Exercise: What lines below mention the word "absolute"? Copy each one.

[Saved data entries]
=== Section Start ===

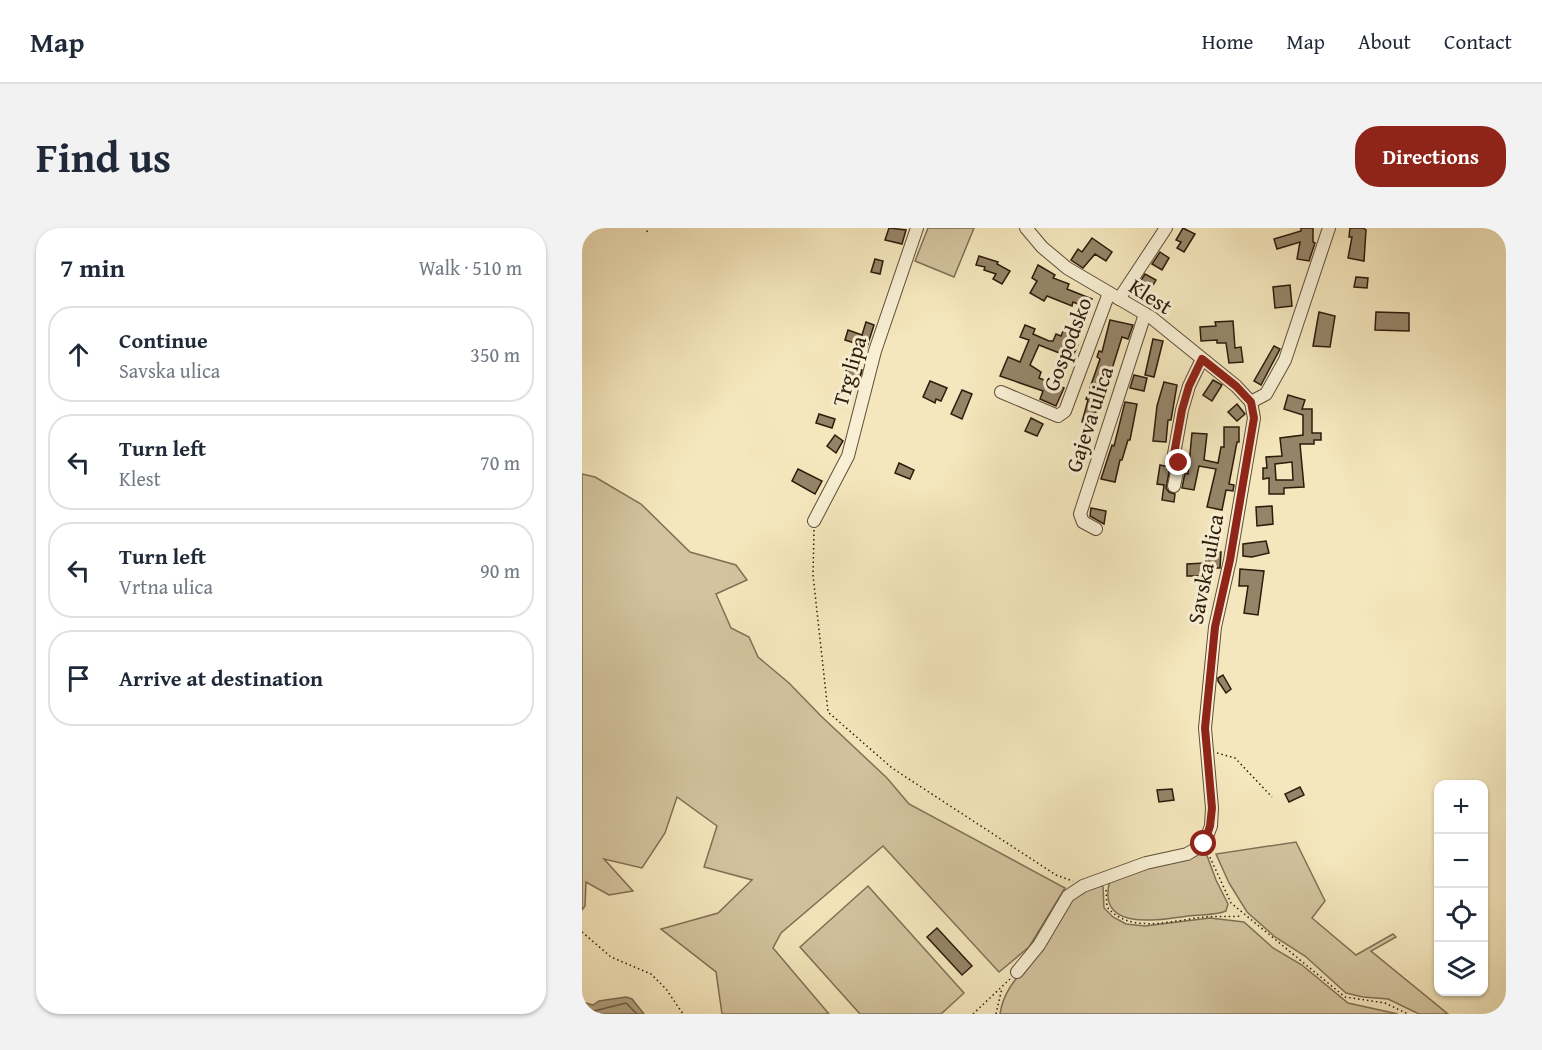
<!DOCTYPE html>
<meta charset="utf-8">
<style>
:root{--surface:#fff;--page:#f2f2f3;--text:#1f2937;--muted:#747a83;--line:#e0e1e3;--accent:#8f2418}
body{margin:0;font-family:"Gentium Book Plus",serif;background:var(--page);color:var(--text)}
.controls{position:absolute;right:18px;bottom:18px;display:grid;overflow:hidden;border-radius:12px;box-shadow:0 2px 4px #0004}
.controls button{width:54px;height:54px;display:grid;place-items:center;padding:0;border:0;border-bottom:2px solid var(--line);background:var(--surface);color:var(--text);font:30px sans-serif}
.stop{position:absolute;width:18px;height:18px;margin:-14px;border:4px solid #8f2418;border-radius:50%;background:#fff}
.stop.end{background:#8f2418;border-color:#fff;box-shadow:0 2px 6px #0008}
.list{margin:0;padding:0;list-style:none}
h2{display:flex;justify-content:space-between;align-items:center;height:78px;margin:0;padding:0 24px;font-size:26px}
h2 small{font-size:20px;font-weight:400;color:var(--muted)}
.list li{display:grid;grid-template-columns:39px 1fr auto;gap:18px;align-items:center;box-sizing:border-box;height:96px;margin:0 12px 12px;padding:0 12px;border:2px solid var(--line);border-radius:24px}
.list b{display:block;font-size:22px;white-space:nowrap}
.list p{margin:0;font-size:20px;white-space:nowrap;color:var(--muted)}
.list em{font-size:20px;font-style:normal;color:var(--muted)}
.icon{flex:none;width:33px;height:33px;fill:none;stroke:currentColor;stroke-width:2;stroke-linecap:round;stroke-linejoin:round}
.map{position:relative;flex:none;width:924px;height:786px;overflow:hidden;border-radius:24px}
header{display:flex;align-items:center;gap:36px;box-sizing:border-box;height:84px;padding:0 30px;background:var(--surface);border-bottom:2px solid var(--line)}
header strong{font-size:28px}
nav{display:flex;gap:33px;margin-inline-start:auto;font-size:21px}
.intro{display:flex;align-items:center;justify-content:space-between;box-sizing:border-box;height:144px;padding:0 36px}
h1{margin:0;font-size:42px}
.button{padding:15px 27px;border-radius:24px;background:var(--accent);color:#fff;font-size:21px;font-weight:700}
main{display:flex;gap:36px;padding:0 36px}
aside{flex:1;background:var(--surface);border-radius:24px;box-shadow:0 2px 4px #0004}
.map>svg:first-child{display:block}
.green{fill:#d3c49f;stroke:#807055;stroke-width:1.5}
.water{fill:#b1a280;stroke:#7c6c51;stroke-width:1.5}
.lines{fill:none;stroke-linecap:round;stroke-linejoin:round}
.shore{stroke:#6f5e46;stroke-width:1.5}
.building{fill:#958568;stroke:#2d1b0b;stroke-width:1.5;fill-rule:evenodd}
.minor-casing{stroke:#5f4e38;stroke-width:14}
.path{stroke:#2d1b0b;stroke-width:1.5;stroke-dasharray:1.5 3;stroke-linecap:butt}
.minor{stroke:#f8efd4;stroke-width:12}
.route{stroke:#8f2418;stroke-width:8}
.labels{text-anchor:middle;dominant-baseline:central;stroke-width:6;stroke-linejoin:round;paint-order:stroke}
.street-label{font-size:22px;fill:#2d1b0b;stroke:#f8efd4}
</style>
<header>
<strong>Map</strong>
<nav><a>Home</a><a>Map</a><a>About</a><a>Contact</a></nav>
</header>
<div class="intro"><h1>Find us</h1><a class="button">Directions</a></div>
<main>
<aside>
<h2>7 min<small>Walk · 510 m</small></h2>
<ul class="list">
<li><svg class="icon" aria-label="ahead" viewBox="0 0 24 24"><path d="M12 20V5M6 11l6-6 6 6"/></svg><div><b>Continue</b><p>Savska ulica</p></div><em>350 m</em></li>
<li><svg class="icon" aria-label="left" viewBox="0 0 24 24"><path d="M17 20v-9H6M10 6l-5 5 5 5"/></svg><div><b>Turn left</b><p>Klest</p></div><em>70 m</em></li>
<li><svg class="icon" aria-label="left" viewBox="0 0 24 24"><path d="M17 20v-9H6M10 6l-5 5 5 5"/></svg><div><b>Turn left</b><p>Vrtna ulica</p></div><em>90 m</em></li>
<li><svg class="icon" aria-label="arrive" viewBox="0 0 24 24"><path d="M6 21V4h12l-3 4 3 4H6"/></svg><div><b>Arrive at destination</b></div></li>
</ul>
</aside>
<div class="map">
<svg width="924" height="786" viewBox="0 0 924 786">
<rect width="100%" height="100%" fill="#f5e7bd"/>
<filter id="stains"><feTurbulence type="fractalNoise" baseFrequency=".00333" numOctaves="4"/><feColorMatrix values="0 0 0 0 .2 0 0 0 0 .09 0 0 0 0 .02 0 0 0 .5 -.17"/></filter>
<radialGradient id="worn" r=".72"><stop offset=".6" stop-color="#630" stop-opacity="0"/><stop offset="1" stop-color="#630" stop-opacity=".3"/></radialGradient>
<!-- green -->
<g class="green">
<polygon points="346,0 392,0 372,49 333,33"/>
<polygon points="0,246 13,249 59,276 108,324 154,337 165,352 134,366 149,400 167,409 176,429 207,455 239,488 305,550 327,576 483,660 447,719 417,744 301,618 199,705 191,720 247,786 140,786 134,744 79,701 136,685 170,652 122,639 135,598 95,569 83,605 60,640 22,631 51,663 27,667 4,654 3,678 0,682"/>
<polygon points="714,614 743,673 730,690 774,727 811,706 814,709 789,723 866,786 837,786 806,771 781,769 764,765 723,728 693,709 665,684 647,655 634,626"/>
<path d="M621,622L624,625L634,652L646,676L644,683C632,688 619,686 606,688C577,692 513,704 528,652Z"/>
<path d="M518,654L521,659L522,680L531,689L544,696L563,698L628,690L662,694L691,720L720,737L766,775L816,786H418C422,757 444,742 459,719C469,705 476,688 487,675C495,665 506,660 518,654Z"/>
<polygon points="286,658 382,765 359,786 278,786 218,719"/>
</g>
<!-- water -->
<polygon class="water" points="44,769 50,771 62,786 0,786 0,774 11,777 17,773"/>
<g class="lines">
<!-- shore -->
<polyline class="shore" points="0,781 12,783 44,775 55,786"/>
</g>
<!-- building -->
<g class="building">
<polygon points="307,0 324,2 320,16 303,12"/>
<polygon points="601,0 613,6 602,24 595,20 599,14 594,12"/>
<polygon points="719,0 731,0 731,14 733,15 727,33 715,31 718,14 695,21 692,11 719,3"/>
<polygon points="768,0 781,0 784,2 782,33 766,30 770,9 767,9"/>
<polygon points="510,10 530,24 524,33 513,26 501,40 489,32 496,21 500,24"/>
<polygon points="578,24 587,30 580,42 570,36"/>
<polygon points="397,28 416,34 415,36 428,43 420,56 411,51 414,46 402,42 403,39 394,37"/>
<polygon points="293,31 301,33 298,46 289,44"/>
<polygon points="456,37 473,47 471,50 487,56 485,61 510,71 506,80 491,74 490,78 465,68 462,73 448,65 455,53 450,50"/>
<polygon points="563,46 574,52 566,66 555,59"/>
<polygon points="774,49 786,50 785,60 772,59"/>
<polygon points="708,57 710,78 693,80 691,59"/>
<polygon points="737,84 753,88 748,119 731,118"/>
<polygon points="794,84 827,85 827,103 793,102"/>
<polygon points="528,92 551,97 546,111 540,109 519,176 516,175 512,192 509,192 508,196 500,194 506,172 504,171 518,131 515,129 517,123 520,124"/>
<polygon points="651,93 653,120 659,119 661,134 647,135 644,115 635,115 635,112 619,113 618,99 634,98 633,94"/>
<polygon points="284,94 292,97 285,119 263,112 266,102 280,107"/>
<polygon points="484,96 494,100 488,113 496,117 490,130 457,117 448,137 459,144 457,150 482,160 474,178 458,171 461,163 418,148 426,129 438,134 447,112 438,109 443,97 453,101 451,106 467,113 471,113 474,106 479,108"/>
<polygon points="571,111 581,113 572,149 563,147"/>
<polygon points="692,118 698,121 679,157 672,153"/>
<polygon points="265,139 280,142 276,157 262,153"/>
<polygon points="552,147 565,150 562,163 548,160"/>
<polygon points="631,152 640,157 630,173 621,167"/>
<polygon points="348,153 365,160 359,173 354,171 353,175 341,169"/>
<polygon points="582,154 595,157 589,192 586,192 584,214 571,213 575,178"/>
<polygon points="380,162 390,166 380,191 369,186"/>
<path d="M706,167L723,172L720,181H730V205H739V212H732V216H718L722,259L702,260V266H687V250L681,251V240H685L684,229L700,228L698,210L721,207V187L702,181ZM710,234L711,252H694L693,236Z"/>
<polygon points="543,174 555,176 548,212 546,212 540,232 538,232 533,254 519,251 530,217 532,218"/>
<polygon points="655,176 663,186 655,193 646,184"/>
<polygon points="237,186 253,191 250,200 234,195"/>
<polygon points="449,190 461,196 455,208 443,203"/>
<polygon points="642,199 657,199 657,214 655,214 647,256 652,257 651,263 644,262 640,282 625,279 634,241 617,238 612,262 600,260 603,245 606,246 610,205 625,206 622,232 636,235 639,219 642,219"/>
<polygon points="253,207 261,213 254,225 245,218"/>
<polygon points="317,235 332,242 328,251 313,245"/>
<polygon points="578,237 588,239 584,260 587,264 593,266 592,274 580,272 582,257 575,256"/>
<polygon points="216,241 240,253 233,266 210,253"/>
<polygon points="690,278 691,296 675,298 674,279"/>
<polygon points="509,280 524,283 522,296 508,288"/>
<polygon points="684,313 687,325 670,329 661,328 661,316"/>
<polygon points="624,324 639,324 638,340 624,340"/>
<polygon points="623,335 624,348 605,348 605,336"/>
<polygon points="658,341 682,343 676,387 662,385 666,358 657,358"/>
<polygon points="641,447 649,461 644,465 636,453 636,450"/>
<polygon points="718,559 722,567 707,574 703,566"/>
<polygon points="590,561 592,572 577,574 575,562"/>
<polygon points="355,700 390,738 380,747 345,709"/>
</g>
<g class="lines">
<defs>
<g id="minor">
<polyline points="444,0 460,19 485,40 570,90 654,158 669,174"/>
<polyline points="537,71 584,0"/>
<polyline points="419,164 476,188 483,183 527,65"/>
<polyline points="669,174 684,166 703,132 747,0"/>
<polyline points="592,258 597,235 592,226 600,182 607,158 620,131"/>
<polyline points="232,293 266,228 293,123 335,0"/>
<polyline points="514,301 501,294 498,286 563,86"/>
<polyline points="435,744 457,717 486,668 501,658 564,635 605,626 622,616 629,598 630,580 623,500 633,399 648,332 672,190 669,174"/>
</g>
</defs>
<!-- minor casing -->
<use href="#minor" class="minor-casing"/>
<!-- path -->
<g class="path">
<polyline points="65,4 66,0"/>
<polyline points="232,302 231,347 246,484 310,540 474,647 491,653"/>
<polyline points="635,525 653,530 690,569"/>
<polyline points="626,625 649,675 763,769 803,775 826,786"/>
<path d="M524,662L525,679C549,707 591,692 623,689C635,688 647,689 660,688"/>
<polyline points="0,704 29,729 69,746 84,761 101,786"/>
<polyline points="391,786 428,751"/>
<polyline points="414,786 420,760"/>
</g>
<!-- minor -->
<use href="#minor" class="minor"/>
</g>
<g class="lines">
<!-- route -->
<polyline class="route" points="597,235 592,226 600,182 607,158 620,131 654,158 669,174 672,190 648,332 633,399 623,500 630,580 628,598 622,616"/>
</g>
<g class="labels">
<!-- street labels -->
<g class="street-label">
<text transform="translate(569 68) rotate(33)">Klest</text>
<text transform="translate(485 116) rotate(-69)">Gospodsko</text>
<text transform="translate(267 143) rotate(-74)">Trg lipa</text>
<text transform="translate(507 191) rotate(-72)">Gajeva ulica</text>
<text transform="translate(623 341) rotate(-79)">Savska ulica</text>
</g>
</g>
<rect width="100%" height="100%" filter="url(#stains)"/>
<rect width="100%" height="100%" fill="url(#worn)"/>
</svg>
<div class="controls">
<button>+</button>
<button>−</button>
<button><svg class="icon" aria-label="locate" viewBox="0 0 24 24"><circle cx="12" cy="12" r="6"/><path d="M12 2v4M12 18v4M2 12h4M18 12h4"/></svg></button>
<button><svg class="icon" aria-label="layers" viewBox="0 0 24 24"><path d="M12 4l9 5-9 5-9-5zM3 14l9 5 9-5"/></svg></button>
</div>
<div class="stop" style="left:622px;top:616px"></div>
<div class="stop end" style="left:597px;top:235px"></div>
</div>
</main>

=== Section End ===

Output of the exercise:
.controls{position:absolute;right:18px;bottom:18px;display:grid;overflow:hidden;border-radius:12px;box-shadow:0 2px 4px #0004}
.stop{position:absolute;width:18px;height:18px;margin:-14px;border:4px solid #8f2418;border-radius:50%;background:#fff}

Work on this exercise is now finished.